Work to be completed: Using the material below, return exactly the lines between the one holding "c.textAlign = isNaN(turn) ? turn : align;" and the one holding "M 55,147 L 67,157", inclusive, and no others.

= = = = =

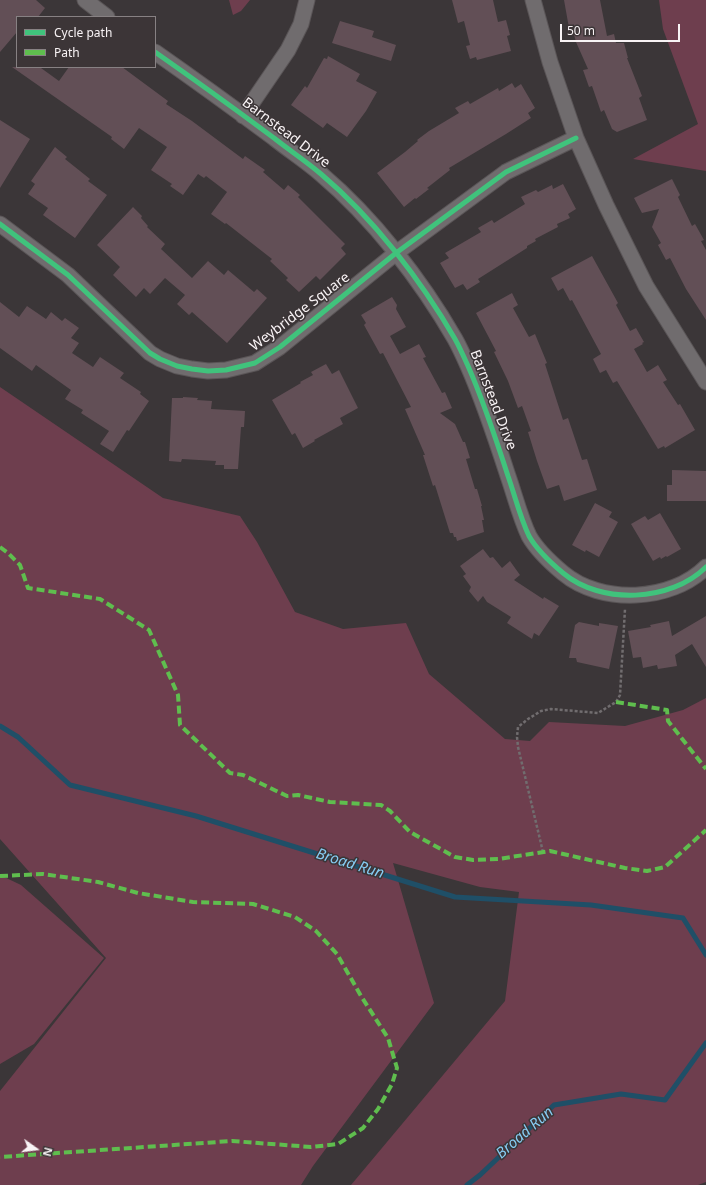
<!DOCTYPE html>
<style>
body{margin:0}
#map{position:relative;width:706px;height:1185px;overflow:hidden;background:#3b3638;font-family:"Noto Sans",sans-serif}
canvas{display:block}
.legend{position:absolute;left:16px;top:16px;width:140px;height:52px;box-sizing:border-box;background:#3c3537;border:1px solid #878183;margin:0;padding:5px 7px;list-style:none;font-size:12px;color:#f8f3f5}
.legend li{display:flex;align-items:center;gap:8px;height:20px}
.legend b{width:20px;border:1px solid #878183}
.north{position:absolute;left:16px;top:1129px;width:40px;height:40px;-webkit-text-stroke:3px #3c3537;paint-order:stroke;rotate:104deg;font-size:11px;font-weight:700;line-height:16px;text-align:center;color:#f8f3f5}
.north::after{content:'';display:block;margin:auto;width:14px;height:18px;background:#f8f3f5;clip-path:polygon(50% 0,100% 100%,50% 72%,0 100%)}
.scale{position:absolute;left:560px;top:24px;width:120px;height:18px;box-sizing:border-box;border:2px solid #f8f3f5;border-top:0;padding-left:5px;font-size:12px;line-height:14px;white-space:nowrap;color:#f8f3f5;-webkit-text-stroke:3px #3c3537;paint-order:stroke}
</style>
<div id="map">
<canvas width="706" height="1185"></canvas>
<ul class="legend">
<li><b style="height:5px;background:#40c37c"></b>Cycle path</li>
<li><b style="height:5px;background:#5fbe4e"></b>Path</li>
</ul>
<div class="north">N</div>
<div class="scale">50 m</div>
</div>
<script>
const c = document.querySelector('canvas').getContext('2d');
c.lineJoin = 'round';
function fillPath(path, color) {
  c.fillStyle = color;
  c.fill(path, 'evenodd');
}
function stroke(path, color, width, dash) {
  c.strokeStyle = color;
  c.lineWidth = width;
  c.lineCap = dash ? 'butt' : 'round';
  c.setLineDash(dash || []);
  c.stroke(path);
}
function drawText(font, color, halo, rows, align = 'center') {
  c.font = font + ' "Noto Sans",sans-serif';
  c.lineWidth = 3;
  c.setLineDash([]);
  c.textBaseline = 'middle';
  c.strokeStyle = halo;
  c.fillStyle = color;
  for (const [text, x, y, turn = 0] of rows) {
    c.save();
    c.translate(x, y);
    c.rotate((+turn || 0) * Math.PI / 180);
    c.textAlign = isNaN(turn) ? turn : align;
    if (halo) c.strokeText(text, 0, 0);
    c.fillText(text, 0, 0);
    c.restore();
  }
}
fillPath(new Path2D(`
 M 229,0 L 250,0 L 241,11 L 233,15 Z
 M 659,0 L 706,0 L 706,171 L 633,159 L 698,124 L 663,29 Z
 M 0,387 L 163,498 L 240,516 L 257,542 L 295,612 L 343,629 L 406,623 L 429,674 L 505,739 L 530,741 L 549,722 L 625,726 L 683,710 L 706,698 L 706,1182 L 698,1185 L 351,1185 L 505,1001 L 519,892 L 480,887 L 393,863 L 434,1003 L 313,1166 L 301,1185 L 0,1185 L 0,1091 L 106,958 L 0,839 Z
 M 0,875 L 21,885 L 104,958 L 34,1044 L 0,1064 Z`), '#6e3e4e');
stroke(new Path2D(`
 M 0,726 L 18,737 L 70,785 L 196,816 L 455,897 L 591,905 L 683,918 L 706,955
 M 467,1185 L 480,1175 L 554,1105 L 621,1094 L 665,1100 L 706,1043`), '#1f4f67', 5);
fillPath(new Path2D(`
 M 0,0 L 36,0 L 45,8 L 38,17 L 17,17 L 17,32 L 0,52 Z
 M 452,0 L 493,0 L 498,22 L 506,20 L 510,35 L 507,36 L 511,51 L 477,60 L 476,57 L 470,59 L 466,46 L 470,45 L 464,21 L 458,23 Z
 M 564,0 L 600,0 L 607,36 L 614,34 L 616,43 L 624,43 L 628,58 L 627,58 L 642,96 L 639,98 L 647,120 L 617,132 L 612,129 L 604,110 L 601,112 L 592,86 L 589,87 L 583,70 L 588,69 L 576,42 L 572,27 L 569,28 Z
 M 340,21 L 374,31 L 372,37 L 396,45 L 391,61 L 332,43 Z
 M 328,56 L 360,74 L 356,81 L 377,92 L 366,111 L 347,137 L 327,123 L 323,128 L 291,105 L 305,86 L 307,88 L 324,58 L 327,59 Z
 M 12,67 L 42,67 L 41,68 L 59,81 L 69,67 L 122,67 L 168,101 L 166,104 L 192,121 L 243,159 L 245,156 L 265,170 L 263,172 L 284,190 L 288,185 L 300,195 L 298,197 L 345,244 L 341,248 L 346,254 L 320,280 L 316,276 L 299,292 L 286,280 L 288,278 L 270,261 L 272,259 L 226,223 L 225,224 L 211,214 L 227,192 L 206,176 L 204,178 L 198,174 L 183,195 L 170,186 L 172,184 L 151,170 L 167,147 L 139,128 L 124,149 L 111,139 L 112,137 Z
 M 512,83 L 515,88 L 521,84 L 535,108 L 528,113 L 531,118 L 506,134 L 449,168 L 450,170 L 427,188 L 429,189 L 416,199 L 415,198 L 404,207 L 377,173 L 405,152 L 418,141 L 417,140 L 429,131 L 459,113 L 455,108 L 468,101 L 470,104 L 498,88 L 499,91 Z
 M 0,120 L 30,139 L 0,188 Z
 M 55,147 L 67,157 L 65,159 L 90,179 L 88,181 L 107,195 L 75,238 L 43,215 L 48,208 L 28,194 L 35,184 L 31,181 Z
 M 672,179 L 680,195 L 678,197 L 692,226 L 695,224 L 704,240 L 701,241 L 706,250 L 706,320 L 686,289 L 670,258 L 666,260 L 658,245 L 661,243 L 652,227 L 659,209 L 642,213 L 634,198 Z
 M 563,184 L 576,209 L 568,214 L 570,218 L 557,224 L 558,227 L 535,239 L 536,241 L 527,246 L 527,248 L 478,279 L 480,282 L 467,290 L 463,284 L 455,288 L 440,263 L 449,258 L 445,253 L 481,232 L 478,228 L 492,220 L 494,223 L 525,204 L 521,197 L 536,190 L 538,192 L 552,185 L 553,189 Z
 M 133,207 L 142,216 L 141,218 L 148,226 L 147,227 L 165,244 L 161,249 L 192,278 L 208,261 L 224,275 L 228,270 L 254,292 L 257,289 L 267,298 L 227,343 L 192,312 L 189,315 L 177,304 L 185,295 L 165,278 L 150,294 L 144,288 L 136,297 L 113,275 L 120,267 L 97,245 Z
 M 592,256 L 618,303 L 616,305 L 630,331 L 636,328 L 644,342 L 642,343 L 643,344 L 634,349 L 647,372 L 658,365 L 667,380 L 663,382 L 678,405 L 680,404 L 695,430 L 665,448 L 664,446 L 658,449 L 617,381 L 613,383 L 606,370 L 600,373 L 593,359 L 601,354 L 572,300 L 570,301 L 563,288 L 558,291 L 551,278 Z
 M 512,293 L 518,305 L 513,308 L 529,337 L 535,334 L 547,363 L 545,364 L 563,420 L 568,418 L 582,460 L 587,459 L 597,490 L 564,501 L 559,485 L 547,489 L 537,461 L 528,432 L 531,431 L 522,406 L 518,408 L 508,381 L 494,352 L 496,351 L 476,313 Z
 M 392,297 L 397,305 L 396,309 L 406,327 L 390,336 L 400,354 L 419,344 L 426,357 L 423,358 L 442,393 L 445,392 L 452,408 L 440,413 L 455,424 L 463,442 L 465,442 L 470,458 L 466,459 L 475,489 L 477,489 L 482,506 L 481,506 L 484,520 L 482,520 L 484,532 L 457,541 L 456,537 L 454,537 L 453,533 L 450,533 L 435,485 L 433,486 L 423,455 L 425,455 L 405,409 L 411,407 L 383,353 L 380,354 L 364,325 L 366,323 L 361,315 Z
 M 0,302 L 19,317 L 27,306 L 46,319 L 51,312 L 62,321 L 65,318 L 79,328 L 71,338 L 79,343 L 72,353 L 93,367 L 100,357 L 124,373 L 120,378 L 141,392 L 140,394 L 149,401 L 129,431 L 127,430 L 113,452 L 100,444 L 109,431 L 81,413 L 83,410 L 65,399 L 71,390 L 36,365 L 32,371 L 0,348 Z
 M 326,364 L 332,374 L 339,370 L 358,408 L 340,418 L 343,424 L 314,440 L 315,441 L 303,448 L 295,433 L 292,435 L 272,400 L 301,383 L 300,382 L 313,375 L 311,372 Z
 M 183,397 L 198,398 L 197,400 L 212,401 L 211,409 L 245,411 L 244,427 L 241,427 L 238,469 L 224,469 L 224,465 L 215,465 L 216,461 L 182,459 L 181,462 L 169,461 L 172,398 L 183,398 Z
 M 672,470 L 706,471 L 706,501 L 667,501 L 667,485 L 672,485 Z
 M 595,503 L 612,512 L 609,517 L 618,522 L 599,557 L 586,550 L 585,552 L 572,545 Z
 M 660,513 L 681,549 L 667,557 L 666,556 L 661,559 L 660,557 L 653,561 L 631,524 L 645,516 L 648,520 Z
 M 483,549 L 490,558 L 493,557 L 502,568 L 510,561 L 520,575 L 514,580 L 543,599 L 544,597 L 559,606 L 539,636 L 534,633 L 532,639 L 507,623 L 511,617 L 487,602 L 483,596 L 478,602 L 469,591 L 471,587 L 463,576 L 466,574 L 460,566 Z
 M 706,616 L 706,667 L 692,644 L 675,655 L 677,666 L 658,669 L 657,665 L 643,668 L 641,657 L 633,658 L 628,631 L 651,627 L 650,625 L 669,621 L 672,636 Z
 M 579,622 L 599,626 L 599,623 L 618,626 L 609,669 L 577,662 L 576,658 L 569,658 L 575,625 Z`), '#624f56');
const minor = new Path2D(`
 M 85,0 L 107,17
 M 533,0 L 550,62 L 576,138 L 606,205 L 646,286 L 706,382
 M 155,52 C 195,80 235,109 274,138 C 289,150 306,161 321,174 C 373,218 421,280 455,339 C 460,348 464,357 468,366 C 484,402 496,439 508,476 C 515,496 520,517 529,536 C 537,550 551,563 563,573 C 601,605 671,602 706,567
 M 243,116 L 288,50 L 301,24 L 307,0
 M 0,224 L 68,275 L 150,353 L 160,359 L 177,366 L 192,369 L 208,371 L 226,370 L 255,363 L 280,347 L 396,253 L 506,172 L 576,138`);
stroke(minor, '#5a5557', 17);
stroke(new Path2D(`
 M 543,852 L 518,747 L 517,737 L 518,727 L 528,719 L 541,711 L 551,709 L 598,713 L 616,702 L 620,695 L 625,609`), '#716d6f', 2.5, [3, 2]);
stroke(minor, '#706c6e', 15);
stroke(new Path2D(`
 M 0,547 L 8,553 L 20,565 L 28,588 L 100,599 L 149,630 L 178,695 L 180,725 L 230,773 L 243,775 L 287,796 L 298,795 L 330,802 L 381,805 L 390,811 L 410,832 L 455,857 L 473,860 L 498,859 L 550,851 L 625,868 L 647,871 L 665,867 L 706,830
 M 616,702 L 667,710 L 668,721 L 706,769
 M 0,876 L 43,874 L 98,882 L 138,893 L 193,902 L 253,904 L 295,917 L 316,931 L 337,954 L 361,996 L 388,1038 L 397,1068 L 392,1084 L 378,1109 L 363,1128 L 338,1144 L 311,1147 L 232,1141 L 0,1157`), '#5fbe4e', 4, [8, 4]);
stroke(new Path2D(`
 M 155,52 C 195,80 235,109 274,138 C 289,150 306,161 321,174 C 373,218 421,280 455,339 C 460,348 464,357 468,366 C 484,402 496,439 508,476 C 515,496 520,517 529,536 C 537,550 551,563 563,573 C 601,605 671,602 706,567
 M 0,224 L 68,275 L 150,353 L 160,359 L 177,366 L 192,369 L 208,371 L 226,370 L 255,363 L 280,347 L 396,253 L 506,172 L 576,138`), '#40c37c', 5);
drawText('14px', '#f8f3f5', '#3c3537', [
 ["Barnstead Drive",286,133,37],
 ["Weybridge Square",300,312,-37],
 ["Barnstead Drive",493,400,69]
]);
drawText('italic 15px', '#86ccf3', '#3c3537', [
 ["Broad Run",350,864,17],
 ["Broad Run",525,1133,-41]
]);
</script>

= = = = =

Expected answer:
    c.textAlign = isNaN(turn) ? turn : align;
    if (halo) c.strokeText(text, 0, 0);
    c.fillText(text, 0, 0);
    c.restore();
  }
}
fillPath(new Path2D(`
 M 229,0 L 250,0 L 241,11 L 233,15 Z
 M 659,0 L 706,0 L 706,171 L 633,159 L 698,124 L 663,29 Z
 M 0,387 L 163,498 L 240,516 L 257,542 L 295,612 L 343,629 L 406,623 L 429,674 L 505,739 L 530,741 L 549,722 L 625,726 L 683,710 L 706,698 L 706,1182 L 698,1185 L 351,1185 L 505,1001 L 519,892 L 480,887 L 393,863 L 434,1003 L 313,1166 L 301,1185 L 0,1185 L 0,1091 L 106,958 L 0,839 Z
 M 0,875 L 21,885 L 104,958 L 34,1044 L 0,1064 Z`), '#6e3e4e');
stroke(new Path2D(`
 M 0,726 L 18,737 L 70,785 L 196,816 L 455,897 L 591,905 L 683,918 L 706,955
 M 467,1185 L 480,1175 L 554,1105 L 621,1094 L 665,1100 L 706,1043`), '#1f4f67', 5);
fillPath(new Path2D(`
 M 0,0 L 36,0 L 45,8 L 38,17 L 17,17 L 17,32 L 0,52 Z
 M 452,0 L 493,0 L 498,22 L 506,20 L 510,35 L 507,36 L 511,51 L 477,60 L 476,57 L 470,59 L 466,46 L 470,45 L 464,21 L 458,23 Z
 M 564,0 L 600,0 L 607,36 L 614,34 L 616,43 L 624,43 L 628,58 L 627,58 L 642,96 L 639,98 L 647,120 L 617,132 L 612,129 L 604,110 L 601,112 L 592,86 L 589,87 L 583,70 L 588,69 L 576,42 L 572,27 L 569,28 Z
 M 340,21 L 374,31 L 372,37 L 396,45 L 391,61 L 332,43 Z
 M 328,56 L 360,74 L 356,81 L 377,92 L 366,111 L 347,137 L 327,123 L 323,128 L 291,105 L 305,86 L 307,88 L 324,58 L 327,59 Z
 M 12,67 L 42,67 L 41,68 L 59,81 L 69,67 L 122,67 L 168,101 L 166,104 L 192,121 L 243,159 L 245,156 L 265,170 L 263,172 L 284,190 L 288,185 L 300,195 L 298,197 L 345,244 L 341,248 L 346,254 L 320,280 L 316,276 L 299,292 L 286,280 L 288,278 L 270,261 L 272,259 L 226,223 L 225,224 L 211,214 L 227,192 L 206,176 L 204,178 L 198,174 L 183,195 L 170,186 L 172,184 L 151,170 L 167,147 L 139,128 L 124,149 L 111,139 L 112,137 Z
 M 512,83 L 515,88 L 521,84 L 535,108 L 528,113 L 531,118 L 506,134 L 449,168 L 450,170 L 427,188 L 429,189 L 416,199 L 415,198 L 404,207 L 377,173 L 405,152 L 418,141 L 417,140 L 429,131 L 459,113 L 455,108 L 468,101 L 470,104 L 498,88 L 499,91 Z
 M 0,120 L 30,139 L 0,188 Z
 M 55,147 L 67,157 L 65,159 L 90,179 L 88,181 L 107,195 L 75,238 L 43,215 L 48,208 L 28,194 L 35,184 L 31,181 Z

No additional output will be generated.